THE PROBLEM →
Show every line below where "halo" can be found.

---*---

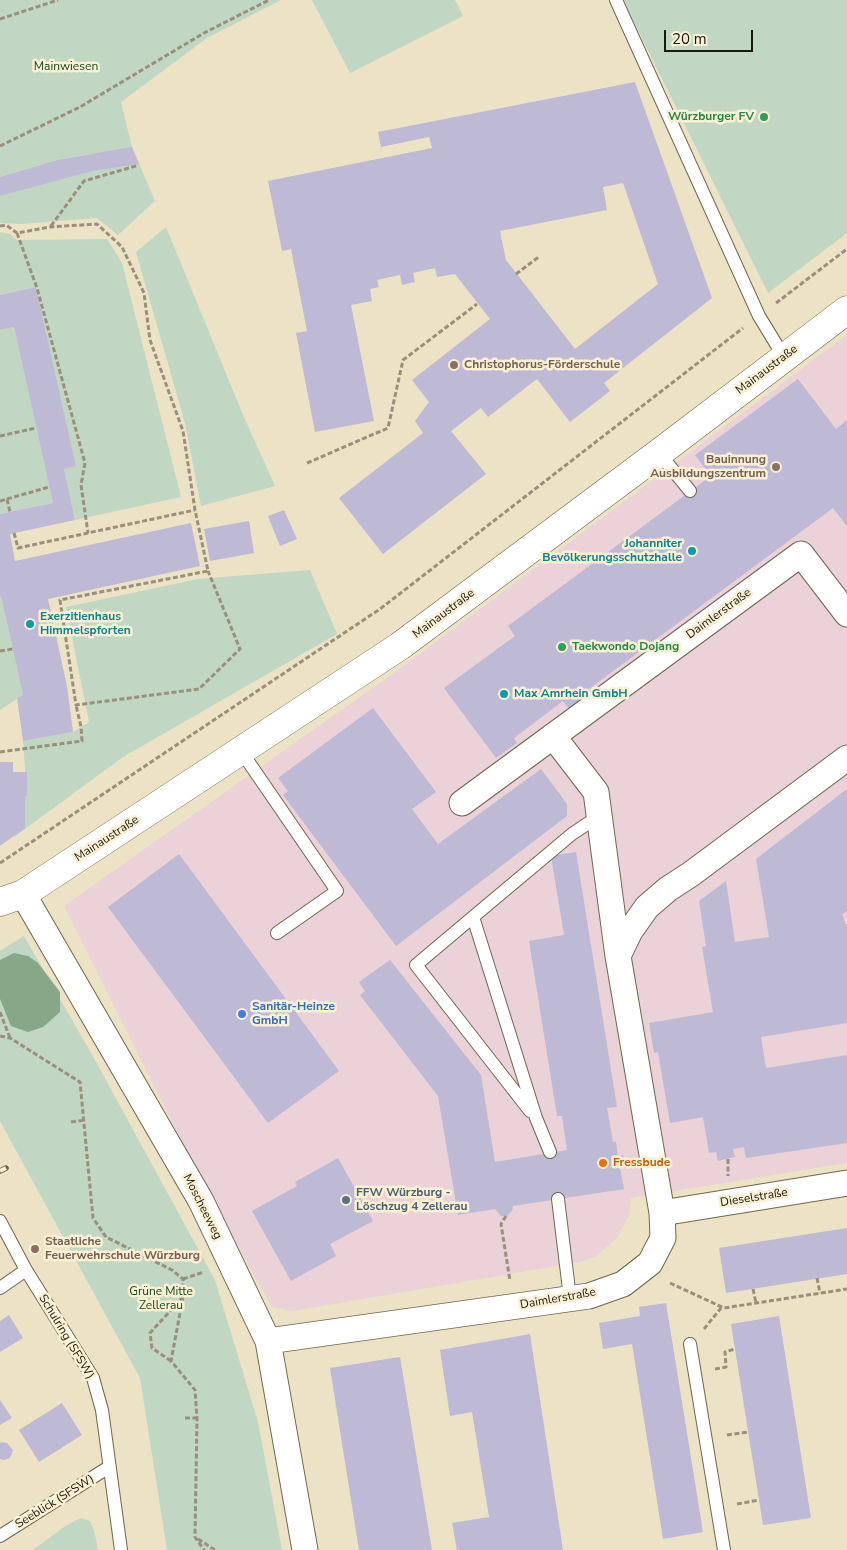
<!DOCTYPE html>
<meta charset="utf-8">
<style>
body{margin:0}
#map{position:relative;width:847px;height:1550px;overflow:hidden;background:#ece2c6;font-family:"Nunito Sans",sans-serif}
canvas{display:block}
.scale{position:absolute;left:664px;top:30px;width:89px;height:22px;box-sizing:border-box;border:2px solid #1b180e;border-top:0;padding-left:6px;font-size:15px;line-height:18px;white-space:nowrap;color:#1b180e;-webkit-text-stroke:4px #faf0d3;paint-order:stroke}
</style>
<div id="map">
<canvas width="847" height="1550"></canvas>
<div class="scale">20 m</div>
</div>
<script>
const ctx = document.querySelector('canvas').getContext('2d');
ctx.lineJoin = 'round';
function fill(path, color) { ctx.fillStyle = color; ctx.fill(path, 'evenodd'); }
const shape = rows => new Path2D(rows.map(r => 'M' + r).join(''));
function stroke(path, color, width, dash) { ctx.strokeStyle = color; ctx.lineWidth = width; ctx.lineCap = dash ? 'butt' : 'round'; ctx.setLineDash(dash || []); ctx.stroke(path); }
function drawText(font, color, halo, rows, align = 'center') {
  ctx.font = font + ' "Nunito Sans",sans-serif'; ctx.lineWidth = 5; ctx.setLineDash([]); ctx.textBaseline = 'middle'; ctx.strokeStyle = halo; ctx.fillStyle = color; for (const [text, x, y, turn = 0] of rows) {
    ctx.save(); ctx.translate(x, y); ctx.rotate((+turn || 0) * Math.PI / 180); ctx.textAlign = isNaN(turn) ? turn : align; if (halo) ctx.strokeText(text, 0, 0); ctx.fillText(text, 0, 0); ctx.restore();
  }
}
const industrial = shape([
 [847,335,847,1163,631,1198,629,1215,617,1238,596,1256,580,1262,292,1311,272,1307,206,1190,64,906,408,663]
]);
const green = shape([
 [0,0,281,0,207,38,121,102,132,147,155,201,118,235,97,218,21,224,0,223,0,196,34,186,90,154,57,160,0,177],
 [312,0,455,0,463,16,350,73],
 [623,0,847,0,847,233,768,293],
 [166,227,243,415,275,486,201,506,185,423,136,252],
 [0,232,10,234,17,240,107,239,122,263,181,497,75,520,64,469,76,466,36,287,0,295],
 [14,327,53,503,0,514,0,330],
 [310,570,337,634,123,757,14,837,14,796,27,796,23,741,73,732,89,722,66,607,198,579],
 [1,596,23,695,0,710,0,597],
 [24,936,95,1060,215,1280,258,1422,282,1550,167,1550,140,1378,0,1121,0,951],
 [80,1518,90,1521,95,1534,98,1550,33,1550,64,1527]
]);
const forest = shape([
 [14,953,28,956,38,963,60,992,60,1012,43,1027,28,1032,11,1026,0,999,0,960]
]);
const building = shape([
 [635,82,712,298,604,383,610,391,570,422,537,379,488,417,481,408,451,431,486,474,383,554,339,498,423,433,415,421,429,402,412,380,490,319,455,274,437,277,435,268,413,273,415,282,402,285,400,275,377,280,379,287,370,289,372,301,351,305,374,421,315,432,296,333,307,331,291,249,282,251,268,181,432,148,429,137,381,147,378,132],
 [623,183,658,284,575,349,506,260,500,231,607,210,603,187],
 [132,147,139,164,92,171,0,196,0,177,57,160],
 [36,287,76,466,64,469,75,520,10,534,15,561,191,523,200,566,48,599,67,686,73,732,23,741,17,698,23,695,1,596,0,597,0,514,53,503,14,327,0,330,0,295],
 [798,379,836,429,847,420,847,526,833,508,589,689,595,697,573,714,563,701,514,738,517,743,496,758,444,688,515,636,508,626,711,476,695,455],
 [284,510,297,539,280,546,268,516],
 [249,521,254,553,210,561,204,529],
 [373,708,436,792,412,809,438,844,541,769,567,804,567,816,396,946,283,795,288,791,278,778],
 [0,762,13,762,13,772,27,772,27,796,25,796,25,828,0,846],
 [847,789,847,911,843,914,845,924,847,924,847,1023,761,1037,766,1068,847,1055,847,1143,746,1158,744,1147,733,1149,735,1157,718,1161,716,1152,709,1153,703,1117,670,1123,658,1052,654,1053,649,1023,713,1012,702,947,706,946,699,901,726,881,735,942,769,937,756,859],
 [576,852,617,1107,607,1108,613,1142,616,1142,618,1156,623,1155,625,1168,620,1168,624,1189,513,1206,512,1211,507,1216,501,1216,495,1209,458,1215,438,1096,360,995,365,991,359,982,390,960,481,1075,495,1162,567,1150,562,1116,557,1116,529,941,564,935,551,856],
 [179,854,339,1071,268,1123,108,907],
 [338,1158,373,1221,330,1244,336,1256,291,1281,252,1211,297,1186,295,1182],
 [847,1228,847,1274,726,1293,719,1248],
 [666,1303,703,1532,663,1539,632,1344,603,1349,599,1323,640,1316,639,1307],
 [9,1315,23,1338,0,1352,0,1321],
 [779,1316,811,1518,763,1525,731,1324],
 [530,1334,563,1550,457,1550,452,1523,489,1517,472,1412,450,1416,440,1350],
 [400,1357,432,1550,359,1550,330,1368],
 [0,1400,12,1418,0,1425],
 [62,1403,82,1435,39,1462,19,1430],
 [1,1442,7,1443,13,1450,10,1458,4,1460,0,1459,0,1443]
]);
const path = shape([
 [0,19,58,0],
 [0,146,80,107,204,33,269,0],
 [0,226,6,225,17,233,50,227,97,224,122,247,144,293,150,340,183,431,195,510,208,571,60,600,76,705,199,689,240,649,208,571],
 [51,226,84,181,136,166],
 [17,233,37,288,85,463,81,485,88,533],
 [516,274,540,256],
 [776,303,847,249],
 [0,436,36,428],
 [307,463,388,428,403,360,477,304],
 [7,499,49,487],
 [0,501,7,499,10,512],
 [14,533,18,548,195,510],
 [0,651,13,649],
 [0,752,82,741,81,727,76,705],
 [0,863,380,609,743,328],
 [0,1012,10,1038],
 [0,1036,10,1038,80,1082,93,1218,106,1237,172,1270,183,1279,183,1297,171,1361,195,1390,197,1418,195,1537,204,1550],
 [71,1122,85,1120],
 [728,1159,728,1176],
 [506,1216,501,1224,510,1281],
 [817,1278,820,1293],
 [183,1279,204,1272],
 [670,1283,724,1308,847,1289],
 [753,1289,756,1303],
 [704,1329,721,1308],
 [171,1361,152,1348,150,1333,183,1297],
 [715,1369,726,1367,725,1352,735,1349],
 [185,1418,197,1418],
 [727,1435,748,1432],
 [737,1504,759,1500],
 [198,1539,215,1550]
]);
const service = shape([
 [616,0,759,316,784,357],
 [659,453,690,491],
 [241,751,337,891,277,933],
 [473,917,416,965,530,1111],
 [550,1152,536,1118,473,917,572,834,599,816],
 [558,1199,570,1298],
 [0,1221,26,1270,93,1378,102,1410,121,1550],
 [0,1288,26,1270],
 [690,1344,724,1550],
 [0,1536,109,1467]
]);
const minor = shape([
 [553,736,596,792,618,956],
 [462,803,801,554,847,614],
 [23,894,201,1201,268,1341,305,1550],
 [662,1213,847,1183],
 [268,1341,589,1296,623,1284,650,1263,663,1238,662,1213,618,956,630,931,647,907,668,889,691,874,847,758]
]);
const secondary = shape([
 [0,902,23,894,400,646,659,453,847,310]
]);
const rail = shape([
 [0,1171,6,1168]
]);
const markers = [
 [764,117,5,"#2e9e5b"],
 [454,365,5,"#8d6e63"],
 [776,467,5,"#8d6e63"],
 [692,551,5,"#0f9aa8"],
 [30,624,5,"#0f9aa8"],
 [562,647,5,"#2e9e5b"],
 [504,694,5,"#0f9aa8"],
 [242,1014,5,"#3f7fe0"],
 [603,1163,5,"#e8710a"],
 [346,1200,5,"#5c6f8a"],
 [35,1249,5,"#8d6e63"]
];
const parkNames = [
 ["Mainwiesen",66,67],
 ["Grüne Mitte",161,1292],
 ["Zellerau",161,1306]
];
const leisureNames = [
 ["Würzburger FV",754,117],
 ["Taekwondo Dojang",572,647,"left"]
];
const educationNames = [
 ["Christophorus-Förderschule",464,365],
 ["Bauinnung",766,460,"right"],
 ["Ausbildungszentrum",766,474,"right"],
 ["Staatliche",45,1242],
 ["Feuerwehrschule Würzburg",45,1256]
];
const streetNames = [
 ["Mainaustraße",767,370,-37],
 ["Mainaustraße",444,614,-37],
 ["Daimlerstraße",719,614,-36],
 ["Mainaustraße",107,839,-33],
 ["Dieselstraße",754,1198,-9],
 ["Moscheeweg",202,1207,63],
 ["Daimlerstraße",558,1299,-10],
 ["Schulring (SFSW)",66,1337,59],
 ["Seeblick (SFSW)",55,1502,-32]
];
const cultureNames = [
 ["Johanniter",682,544,"right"],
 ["Bevölkerungsschutzhalle",682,558,"right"],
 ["Exerzitienhaus",40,617],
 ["Himmelspforten",40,631],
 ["Max Amrhein GmbH",514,694]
];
const shopNames = [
 ["Sanitär-Heinze",252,1007],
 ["GmbH",252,1021]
];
const foodNames = [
 ["Fressbude",613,1163]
];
const serviceNames = [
 ["FFW Würzburg -",356,1193],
 ["Löschzug 4 Zellerau",356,1207]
];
fill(industrial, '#ebd1d8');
fill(green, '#c1d6c3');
fill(forest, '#87a789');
fill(building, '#beb9d5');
stroke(service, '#6f664d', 14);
stroke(minor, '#6f664d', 27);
stroke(secondary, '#6f664d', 29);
stroke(path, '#98907c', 3, [5, 2.5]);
stroke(service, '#fff', 12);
stroke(minor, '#fff', 25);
stroke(secondary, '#fff', 28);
stroke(rail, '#615c4c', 5.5);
stroke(rail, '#faf0d3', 4, [11]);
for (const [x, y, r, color] of markers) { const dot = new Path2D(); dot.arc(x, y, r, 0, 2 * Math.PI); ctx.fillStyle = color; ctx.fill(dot); stroke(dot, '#faf0d3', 2); }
drawText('12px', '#174820', '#faf0d3', parkNames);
drawText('bold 12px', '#27864d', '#faf0d3', leisureNames, 'right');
drawText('bold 12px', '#785e54', '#faf0d3', educationNames, 'left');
drawText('12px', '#1b180e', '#faf0d3', streetNames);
drawText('bold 12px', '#0d838f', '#faf0d3', cultureNames, 'left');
drawText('bold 12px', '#366cbe', '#faf0d3', shopNames, 'left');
drawText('bold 12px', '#c56008', '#faf0d3', foodNames, 'left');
drawText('bold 12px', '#4e5e75', '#faf0d3', serviceNames, 'left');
</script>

---*---

SOLUTION TO THIS PROBLEM →
function drawText(font, color, halo, rows, align = 'center') {
  ctx.font = font + ' "Nunito Sans",sans-serif'; ctx.lineWidth = 5; ctx.setLineDash([]); ctx.textBaseline = 'middle'; ctx.strokeStyle = halo; ctx.fillStyle = color; for (const [text, x, y, turn = 0] of rows) {
    ctx.save(); ctx.translate(x, y); ctx.rotate((+turn || 0) * Math.PI / 180); ctx.textAlign = isNaN(turn) ? turn : align; if (halo) ctx.strokeText(text, 0, 0); ctx.fillText(text, 0, 0); ctx.restore();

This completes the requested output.